■ Raw data ■
Segment Open

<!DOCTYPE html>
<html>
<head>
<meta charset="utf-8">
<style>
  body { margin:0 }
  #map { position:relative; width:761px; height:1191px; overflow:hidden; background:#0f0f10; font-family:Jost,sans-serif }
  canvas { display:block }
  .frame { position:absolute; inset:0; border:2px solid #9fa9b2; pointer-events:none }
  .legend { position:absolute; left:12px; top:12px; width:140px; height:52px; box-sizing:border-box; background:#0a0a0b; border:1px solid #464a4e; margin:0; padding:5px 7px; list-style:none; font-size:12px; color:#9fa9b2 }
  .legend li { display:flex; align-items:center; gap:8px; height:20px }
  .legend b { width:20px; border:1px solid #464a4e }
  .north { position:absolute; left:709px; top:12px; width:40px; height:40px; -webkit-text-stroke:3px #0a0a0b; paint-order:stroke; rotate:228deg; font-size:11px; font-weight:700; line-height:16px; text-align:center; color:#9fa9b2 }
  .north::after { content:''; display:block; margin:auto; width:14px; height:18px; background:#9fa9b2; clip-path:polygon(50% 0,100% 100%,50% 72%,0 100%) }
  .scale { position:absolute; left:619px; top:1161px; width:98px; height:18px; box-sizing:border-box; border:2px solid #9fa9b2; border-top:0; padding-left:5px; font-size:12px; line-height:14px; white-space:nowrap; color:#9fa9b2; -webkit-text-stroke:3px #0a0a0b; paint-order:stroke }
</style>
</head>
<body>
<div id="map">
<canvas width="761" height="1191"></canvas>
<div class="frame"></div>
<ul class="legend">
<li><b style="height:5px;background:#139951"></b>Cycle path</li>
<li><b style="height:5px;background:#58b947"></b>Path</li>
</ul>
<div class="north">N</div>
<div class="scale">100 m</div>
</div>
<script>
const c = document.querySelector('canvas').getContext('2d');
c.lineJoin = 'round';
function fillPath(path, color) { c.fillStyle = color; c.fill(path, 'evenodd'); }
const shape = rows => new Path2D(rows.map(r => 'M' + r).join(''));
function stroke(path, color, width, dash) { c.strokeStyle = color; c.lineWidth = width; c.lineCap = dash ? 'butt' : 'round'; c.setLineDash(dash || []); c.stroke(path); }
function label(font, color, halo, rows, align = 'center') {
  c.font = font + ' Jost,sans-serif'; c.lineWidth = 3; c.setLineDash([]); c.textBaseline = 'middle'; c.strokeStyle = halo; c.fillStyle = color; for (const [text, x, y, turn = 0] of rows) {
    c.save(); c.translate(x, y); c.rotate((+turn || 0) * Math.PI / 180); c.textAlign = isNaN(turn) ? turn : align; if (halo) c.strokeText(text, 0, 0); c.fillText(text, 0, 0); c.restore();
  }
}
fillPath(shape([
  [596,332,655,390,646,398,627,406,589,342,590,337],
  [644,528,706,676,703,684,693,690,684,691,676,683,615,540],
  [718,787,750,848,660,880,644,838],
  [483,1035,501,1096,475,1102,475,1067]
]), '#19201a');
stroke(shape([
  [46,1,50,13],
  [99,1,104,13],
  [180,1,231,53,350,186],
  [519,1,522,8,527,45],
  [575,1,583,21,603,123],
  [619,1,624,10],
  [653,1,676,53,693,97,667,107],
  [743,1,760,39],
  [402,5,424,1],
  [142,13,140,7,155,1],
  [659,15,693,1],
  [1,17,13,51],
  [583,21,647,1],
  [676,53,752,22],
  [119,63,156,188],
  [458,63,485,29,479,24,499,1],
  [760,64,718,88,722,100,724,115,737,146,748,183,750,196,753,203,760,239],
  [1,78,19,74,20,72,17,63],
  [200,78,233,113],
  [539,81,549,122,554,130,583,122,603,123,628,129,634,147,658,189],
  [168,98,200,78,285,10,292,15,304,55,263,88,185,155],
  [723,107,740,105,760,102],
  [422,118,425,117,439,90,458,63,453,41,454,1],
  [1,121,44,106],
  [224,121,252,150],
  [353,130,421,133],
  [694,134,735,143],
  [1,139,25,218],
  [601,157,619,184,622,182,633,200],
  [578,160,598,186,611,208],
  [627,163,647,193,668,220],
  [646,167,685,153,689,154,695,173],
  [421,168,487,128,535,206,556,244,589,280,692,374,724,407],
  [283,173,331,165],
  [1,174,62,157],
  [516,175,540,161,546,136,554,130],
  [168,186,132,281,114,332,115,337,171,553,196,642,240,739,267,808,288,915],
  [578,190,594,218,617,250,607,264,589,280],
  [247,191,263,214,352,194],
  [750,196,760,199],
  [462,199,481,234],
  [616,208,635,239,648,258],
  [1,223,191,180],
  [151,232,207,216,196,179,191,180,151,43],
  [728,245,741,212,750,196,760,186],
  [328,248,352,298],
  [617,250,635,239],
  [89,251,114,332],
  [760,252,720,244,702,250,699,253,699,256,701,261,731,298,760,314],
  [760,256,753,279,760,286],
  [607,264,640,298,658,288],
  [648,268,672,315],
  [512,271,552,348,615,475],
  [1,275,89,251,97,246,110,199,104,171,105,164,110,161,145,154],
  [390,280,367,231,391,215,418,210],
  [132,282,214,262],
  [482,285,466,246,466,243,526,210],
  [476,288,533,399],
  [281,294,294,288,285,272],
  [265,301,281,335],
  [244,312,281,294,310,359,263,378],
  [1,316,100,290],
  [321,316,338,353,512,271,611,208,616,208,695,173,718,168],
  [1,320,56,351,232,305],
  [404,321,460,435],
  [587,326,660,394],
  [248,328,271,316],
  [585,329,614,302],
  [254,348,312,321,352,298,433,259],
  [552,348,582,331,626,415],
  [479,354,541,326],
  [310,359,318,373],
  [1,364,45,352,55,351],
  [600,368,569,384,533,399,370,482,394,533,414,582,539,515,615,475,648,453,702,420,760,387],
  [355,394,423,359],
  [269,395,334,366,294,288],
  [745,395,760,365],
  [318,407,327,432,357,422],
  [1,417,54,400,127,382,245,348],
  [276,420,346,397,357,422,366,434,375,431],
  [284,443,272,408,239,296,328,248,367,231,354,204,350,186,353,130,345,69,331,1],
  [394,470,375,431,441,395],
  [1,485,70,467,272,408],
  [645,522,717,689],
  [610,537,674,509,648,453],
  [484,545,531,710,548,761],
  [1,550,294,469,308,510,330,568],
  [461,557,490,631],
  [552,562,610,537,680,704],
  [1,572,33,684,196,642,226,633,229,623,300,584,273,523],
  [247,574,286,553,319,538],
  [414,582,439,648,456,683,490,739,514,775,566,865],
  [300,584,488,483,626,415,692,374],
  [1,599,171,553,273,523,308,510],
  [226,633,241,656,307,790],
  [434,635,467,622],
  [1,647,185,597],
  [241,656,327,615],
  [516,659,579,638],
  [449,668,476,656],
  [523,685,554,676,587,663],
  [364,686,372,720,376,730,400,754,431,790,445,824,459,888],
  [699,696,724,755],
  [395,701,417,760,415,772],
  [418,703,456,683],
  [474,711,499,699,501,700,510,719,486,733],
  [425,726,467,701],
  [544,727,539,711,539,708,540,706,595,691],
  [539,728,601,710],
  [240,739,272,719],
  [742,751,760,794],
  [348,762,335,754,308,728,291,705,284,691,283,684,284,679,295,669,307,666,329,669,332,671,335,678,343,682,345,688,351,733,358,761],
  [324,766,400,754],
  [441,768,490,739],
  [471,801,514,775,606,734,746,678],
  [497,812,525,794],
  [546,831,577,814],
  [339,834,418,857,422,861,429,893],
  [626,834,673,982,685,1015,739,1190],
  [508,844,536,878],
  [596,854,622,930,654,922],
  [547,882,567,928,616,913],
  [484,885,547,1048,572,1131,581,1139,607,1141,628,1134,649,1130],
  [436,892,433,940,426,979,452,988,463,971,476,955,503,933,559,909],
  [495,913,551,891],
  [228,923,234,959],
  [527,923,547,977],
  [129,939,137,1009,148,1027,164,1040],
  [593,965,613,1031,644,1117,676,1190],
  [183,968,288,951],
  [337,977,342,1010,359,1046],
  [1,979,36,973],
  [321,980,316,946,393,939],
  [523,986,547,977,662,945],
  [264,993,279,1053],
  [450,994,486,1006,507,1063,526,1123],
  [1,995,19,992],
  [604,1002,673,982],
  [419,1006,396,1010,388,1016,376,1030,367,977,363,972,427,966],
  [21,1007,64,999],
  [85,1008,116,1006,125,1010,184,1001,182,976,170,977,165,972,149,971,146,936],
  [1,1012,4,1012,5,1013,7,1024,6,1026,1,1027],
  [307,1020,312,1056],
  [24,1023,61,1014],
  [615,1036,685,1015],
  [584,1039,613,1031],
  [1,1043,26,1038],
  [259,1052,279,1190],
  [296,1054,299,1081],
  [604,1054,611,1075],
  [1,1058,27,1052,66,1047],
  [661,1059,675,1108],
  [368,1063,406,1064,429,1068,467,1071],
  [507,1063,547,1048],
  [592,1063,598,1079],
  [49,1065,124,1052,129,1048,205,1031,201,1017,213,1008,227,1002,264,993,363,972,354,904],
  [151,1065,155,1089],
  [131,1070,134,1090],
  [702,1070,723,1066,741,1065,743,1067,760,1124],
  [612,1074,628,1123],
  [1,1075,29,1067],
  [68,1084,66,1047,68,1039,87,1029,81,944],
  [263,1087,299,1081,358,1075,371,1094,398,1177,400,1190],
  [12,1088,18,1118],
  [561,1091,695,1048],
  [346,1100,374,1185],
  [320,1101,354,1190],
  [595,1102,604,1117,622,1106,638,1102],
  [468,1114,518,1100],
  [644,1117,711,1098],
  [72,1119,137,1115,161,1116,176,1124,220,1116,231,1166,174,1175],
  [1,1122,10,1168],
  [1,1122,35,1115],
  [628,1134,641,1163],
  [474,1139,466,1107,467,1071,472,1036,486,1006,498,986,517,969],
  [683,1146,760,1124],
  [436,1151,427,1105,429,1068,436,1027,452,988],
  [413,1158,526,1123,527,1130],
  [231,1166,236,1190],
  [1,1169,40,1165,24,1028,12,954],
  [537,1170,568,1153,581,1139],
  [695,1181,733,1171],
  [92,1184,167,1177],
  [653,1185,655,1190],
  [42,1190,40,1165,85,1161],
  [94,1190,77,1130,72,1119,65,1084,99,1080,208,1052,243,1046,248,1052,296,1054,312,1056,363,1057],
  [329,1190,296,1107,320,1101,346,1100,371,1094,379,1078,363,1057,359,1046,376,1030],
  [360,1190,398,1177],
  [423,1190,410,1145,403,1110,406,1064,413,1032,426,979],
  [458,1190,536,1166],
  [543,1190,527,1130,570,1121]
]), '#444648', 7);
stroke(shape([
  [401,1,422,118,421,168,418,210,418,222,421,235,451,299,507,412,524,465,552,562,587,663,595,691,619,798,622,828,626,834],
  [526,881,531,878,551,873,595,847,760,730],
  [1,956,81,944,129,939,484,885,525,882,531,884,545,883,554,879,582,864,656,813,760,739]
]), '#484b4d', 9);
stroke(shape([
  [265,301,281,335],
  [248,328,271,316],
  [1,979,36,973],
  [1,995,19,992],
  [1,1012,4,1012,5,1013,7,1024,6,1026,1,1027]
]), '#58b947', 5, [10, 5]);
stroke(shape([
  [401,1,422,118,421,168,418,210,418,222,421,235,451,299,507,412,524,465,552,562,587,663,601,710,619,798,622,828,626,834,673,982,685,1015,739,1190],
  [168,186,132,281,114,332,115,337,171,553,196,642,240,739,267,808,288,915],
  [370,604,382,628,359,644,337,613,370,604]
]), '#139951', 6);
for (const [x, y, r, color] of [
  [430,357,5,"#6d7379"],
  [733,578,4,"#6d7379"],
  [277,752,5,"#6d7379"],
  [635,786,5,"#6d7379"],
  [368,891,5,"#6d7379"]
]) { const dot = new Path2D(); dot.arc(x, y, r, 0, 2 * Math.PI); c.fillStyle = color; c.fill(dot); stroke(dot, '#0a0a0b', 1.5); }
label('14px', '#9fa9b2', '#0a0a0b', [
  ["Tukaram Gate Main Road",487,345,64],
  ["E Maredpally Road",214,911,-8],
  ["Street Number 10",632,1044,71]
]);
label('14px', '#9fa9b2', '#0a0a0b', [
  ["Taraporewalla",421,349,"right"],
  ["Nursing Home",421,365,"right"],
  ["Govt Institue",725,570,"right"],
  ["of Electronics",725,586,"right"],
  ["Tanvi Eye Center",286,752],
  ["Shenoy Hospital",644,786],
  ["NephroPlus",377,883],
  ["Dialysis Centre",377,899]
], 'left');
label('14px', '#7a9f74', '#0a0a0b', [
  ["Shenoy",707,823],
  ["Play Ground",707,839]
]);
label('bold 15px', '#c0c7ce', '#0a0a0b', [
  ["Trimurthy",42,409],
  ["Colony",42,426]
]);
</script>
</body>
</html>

Segment Closed

Each line between the start of the listing above and the line containing "function stroke(path, color, width, dash)", with both ends counted, is to be set down unchanged.

<!DOCTYPE html>
<html>
<head>
<meta charset="utf-8">
<style>
  body { margin:0 }
  #map { position:relative; width:761px; height:1191px; overflow:hidden; background:#0f0f10; font-family:Jost,sans-serif }
  canvas { display:block }
  .frame { position:absolute; inset:0; border:2px solid #9fa9b2; pointer-events:none }
  .legend { position:absolute; left:12px; top:12px; width:140px; height:52px; box-sizing:border-box; background:#0a0a0b; border:1px solid #464a4e; margin:0; padding:5px 7px; list-style:none; font-size:12px; color:#9fa9b2 }
  .legend li { display:flex; align-items:center; gap:8px; height:20px }
  .legend b { width:20px; border:1px solid #464a4e }
  .north { position:absolute; left:709px; top:12px; width:40px; height:40px; -webkit-text-stroke:3px #0a0a0b; paint-order:stroke; rotate:228deg; font-size:11px; font-weight:700; line-height:16px; text-align:center; color:#9fa9b2 }
  .north::after { content:''; display:block; margin:auto; width:14px; height:18px; background:#9fa9b2; clip-path:polygon(50% 0,100% 100%,50% 72%,0 100%) }
  .scale { position:absolute; left:619px; top:1161px; width:98px; height:18px; box-sizing:border-box; border:2px solid #9fa9b2; border-top:0; padding-left:5px; font-size:12px; line-height:14px; white-space:nowrap; color:#9fa9b2; -webkit-text-stroke:3px #0a0a0b; paint-order:stroke }
</style>
</head>
<body>
<div id="map">
<canvas width="761" height="1191"></canvas>
<div class="frame"></div>
<ul class="legend">
<li><b style="height:5px;background:#139951"></b>Cycle path</li>
<li><b style="height:5px;background:#58b947"></b>Path</li>
</ul>
<div class="north">N</div>
<div class="scale">100 m</div>
</div>
<script>
const c = document.querySelector('canvas').getContext('2d');
c.lineJoin = 'round';
function fillPath(path, color) { c.fillStyle = color; c.fill(path, 'evenodd'); }
const shape = rows => new Path2D(rows.map(r => 'M' + r).join(''));
function stroke(path, color, width, dash) { c.strokeStyle = color; c.lineWidth = width; c.lineCap = dash ? 'butt' : 'round'; c.setLineDash(dash || []); c.stroke(path); }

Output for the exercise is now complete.